The number of predicted deaths for each NICU is calculated using a multivariate logistic regression model that accounts for differences among NICUs in the types of patients they treat. The predictor variables are gestational age (weeks); gestational age squared (weeks2); major birth defect (yes, no); size for gestational age (<10% percentile, ≥10% percentile); multiple birth (yes, no); 1-minute Apgar score (1 to 10); gender; race/ethnicity (black, Hispanic, white, other); location of birth (inborn, outborn); and delivery by cesarean section (yes, no). All these variables are based on factors occurring before or immediately after birth and are not influenced by treatments received in the NICU. The model performs and fits the data well (area under the ROC curve 0.88; Hosmer–Lemeshow goodness of fit statistic with 8 degrees of freedom, 4.70;P = 0.79).
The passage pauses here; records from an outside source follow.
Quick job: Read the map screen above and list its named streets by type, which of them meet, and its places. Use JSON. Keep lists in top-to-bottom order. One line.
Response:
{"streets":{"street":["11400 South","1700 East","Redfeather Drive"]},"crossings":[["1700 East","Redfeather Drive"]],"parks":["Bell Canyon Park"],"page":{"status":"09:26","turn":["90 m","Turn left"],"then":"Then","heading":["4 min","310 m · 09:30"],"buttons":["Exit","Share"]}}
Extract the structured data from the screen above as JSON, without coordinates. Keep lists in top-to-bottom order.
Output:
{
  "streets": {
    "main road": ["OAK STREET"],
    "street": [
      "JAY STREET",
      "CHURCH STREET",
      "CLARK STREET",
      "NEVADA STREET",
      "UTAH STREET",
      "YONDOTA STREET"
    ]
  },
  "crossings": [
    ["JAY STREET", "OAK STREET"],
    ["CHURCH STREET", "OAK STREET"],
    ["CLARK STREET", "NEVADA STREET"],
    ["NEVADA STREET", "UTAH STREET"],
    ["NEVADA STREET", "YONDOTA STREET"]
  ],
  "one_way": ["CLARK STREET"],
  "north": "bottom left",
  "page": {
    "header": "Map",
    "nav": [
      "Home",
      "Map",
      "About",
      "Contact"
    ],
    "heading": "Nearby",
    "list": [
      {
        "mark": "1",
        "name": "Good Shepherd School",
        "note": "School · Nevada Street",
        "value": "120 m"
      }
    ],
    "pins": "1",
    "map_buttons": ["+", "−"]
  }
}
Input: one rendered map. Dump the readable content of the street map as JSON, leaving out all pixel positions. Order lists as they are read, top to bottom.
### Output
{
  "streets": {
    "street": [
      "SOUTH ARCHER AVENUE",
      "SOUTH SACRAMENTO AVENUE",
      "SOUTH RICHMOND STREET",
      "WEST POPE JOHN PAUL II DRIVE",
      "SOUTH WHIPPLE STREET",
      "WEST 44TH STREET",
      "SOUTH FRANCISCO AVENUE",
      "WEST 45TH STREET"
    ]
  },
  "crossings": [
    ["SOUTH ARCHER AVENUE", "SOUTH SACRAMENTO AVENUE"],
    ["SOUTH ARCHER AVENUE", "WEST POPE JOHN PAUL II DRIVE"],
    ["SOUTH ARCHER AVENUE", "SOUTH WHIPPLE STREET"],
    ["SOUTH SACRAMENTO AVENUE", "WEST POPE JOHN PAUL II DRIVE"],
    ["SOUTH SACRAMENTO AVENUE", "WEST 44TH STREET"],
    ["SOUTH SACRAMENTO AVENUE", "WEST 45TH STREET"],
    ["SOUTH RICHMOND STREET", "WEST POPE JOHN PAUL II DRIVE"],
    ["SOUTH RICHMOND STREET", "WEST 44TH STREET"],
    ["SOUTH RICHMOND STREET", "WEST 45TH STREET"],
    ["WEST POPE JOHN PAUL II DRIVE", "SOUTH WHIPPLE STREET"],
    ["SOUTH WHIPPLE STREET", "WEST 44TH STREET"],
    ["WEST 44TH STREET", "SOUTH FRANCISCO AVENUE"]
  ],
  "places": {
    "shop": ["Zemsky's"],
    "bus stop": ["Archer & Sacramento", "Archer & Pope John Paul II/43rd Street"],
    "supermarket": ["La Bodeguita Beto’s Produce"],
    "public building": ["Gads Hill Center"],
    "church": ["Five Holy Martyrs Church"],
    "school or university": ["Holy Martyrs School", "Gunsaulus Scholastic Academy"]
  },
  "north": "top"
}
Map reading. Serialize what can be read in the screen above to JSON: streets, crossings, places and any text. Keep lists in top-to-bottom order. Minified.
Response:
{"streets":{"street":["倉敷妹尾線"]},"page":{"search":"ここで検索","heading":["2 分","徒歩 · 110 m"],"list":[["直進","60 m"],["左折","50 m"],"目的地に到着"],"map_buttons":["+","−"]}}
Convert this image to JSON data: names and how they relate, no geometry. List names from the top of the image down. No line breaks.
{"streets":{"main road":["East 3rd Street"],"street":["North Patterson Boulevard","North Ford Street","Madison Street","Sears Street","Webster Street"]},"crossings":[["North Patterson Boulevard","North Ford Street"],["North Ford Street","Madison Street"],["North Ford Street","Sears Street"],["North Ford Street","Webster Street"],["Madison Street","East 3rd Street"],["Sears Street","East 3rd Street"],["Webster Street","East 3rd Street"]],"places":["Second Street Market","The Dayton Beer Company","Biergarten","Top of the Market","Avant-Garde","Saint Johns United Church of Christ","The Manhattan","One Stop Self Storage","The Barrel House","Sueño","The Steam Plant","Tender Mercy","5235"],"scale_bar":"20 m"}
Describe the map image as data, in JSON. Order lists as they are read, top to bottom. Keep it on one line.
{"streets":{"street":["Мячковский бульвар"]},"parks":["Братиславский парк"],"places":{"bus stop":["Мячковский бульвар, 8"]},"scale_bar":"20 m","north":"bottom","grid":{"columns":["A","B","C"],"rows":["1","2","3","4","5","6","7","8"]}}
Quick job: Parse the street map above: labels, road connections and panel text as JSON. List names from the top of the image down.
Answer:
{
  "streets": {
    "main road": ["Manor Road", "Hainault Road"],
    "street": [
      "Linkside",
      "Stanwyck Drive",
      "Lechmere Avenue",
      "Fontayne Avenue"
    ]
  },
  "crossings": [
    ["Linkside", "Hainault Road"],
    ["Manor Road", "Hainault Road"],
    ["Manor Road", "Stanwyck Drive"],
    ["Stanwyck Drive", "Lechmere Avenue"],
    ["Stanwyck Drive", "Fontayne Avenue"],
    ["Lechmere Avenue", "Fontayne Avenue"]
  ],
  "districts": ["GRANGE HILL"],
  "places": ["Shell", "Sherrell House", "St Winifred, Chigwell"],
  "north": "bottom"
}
Two features of the data in Figure 2 are worthy of note. First, after accounting for differences in case mix, some units have significantly fewer deaths than expected, whereas others have significantly more deaths than expected. Previous analyses of Network data using similar models have shown that there is more variation in mortality rates among units than can be explained by differences in case mix or chance.8 Of course, it is possible that some of the unexplained variation could be attributable to risk factors for which we have not adjusted. Second, as indicated by the wide CIs, the estimates of the SMR for individual NICUs are relatively imprecise. This is because the number of very low birth weight infants treated at an individual NICU in a given year is small. The median number of infants weighing 501 to 1500 g treated at Network centers is approximately 80 per year. Estimates of the SMR based on samples of that size will always be relatively imprecise.
Figure 3 shows the risk adjusted total LOS for survivors at the 177 North American NICUs in the Network in 1996. The risk adjusted total LOS is the geometric mean of the total LOS before discharge home (including stays at hospitals to which infants were transferred before going home) calculated using analysis of covariance. This measure can be interpreted as estimating what the mean total LOS would have been had the individual NICU treated a group of infants with risk factors similar to those for the Network population as a whole.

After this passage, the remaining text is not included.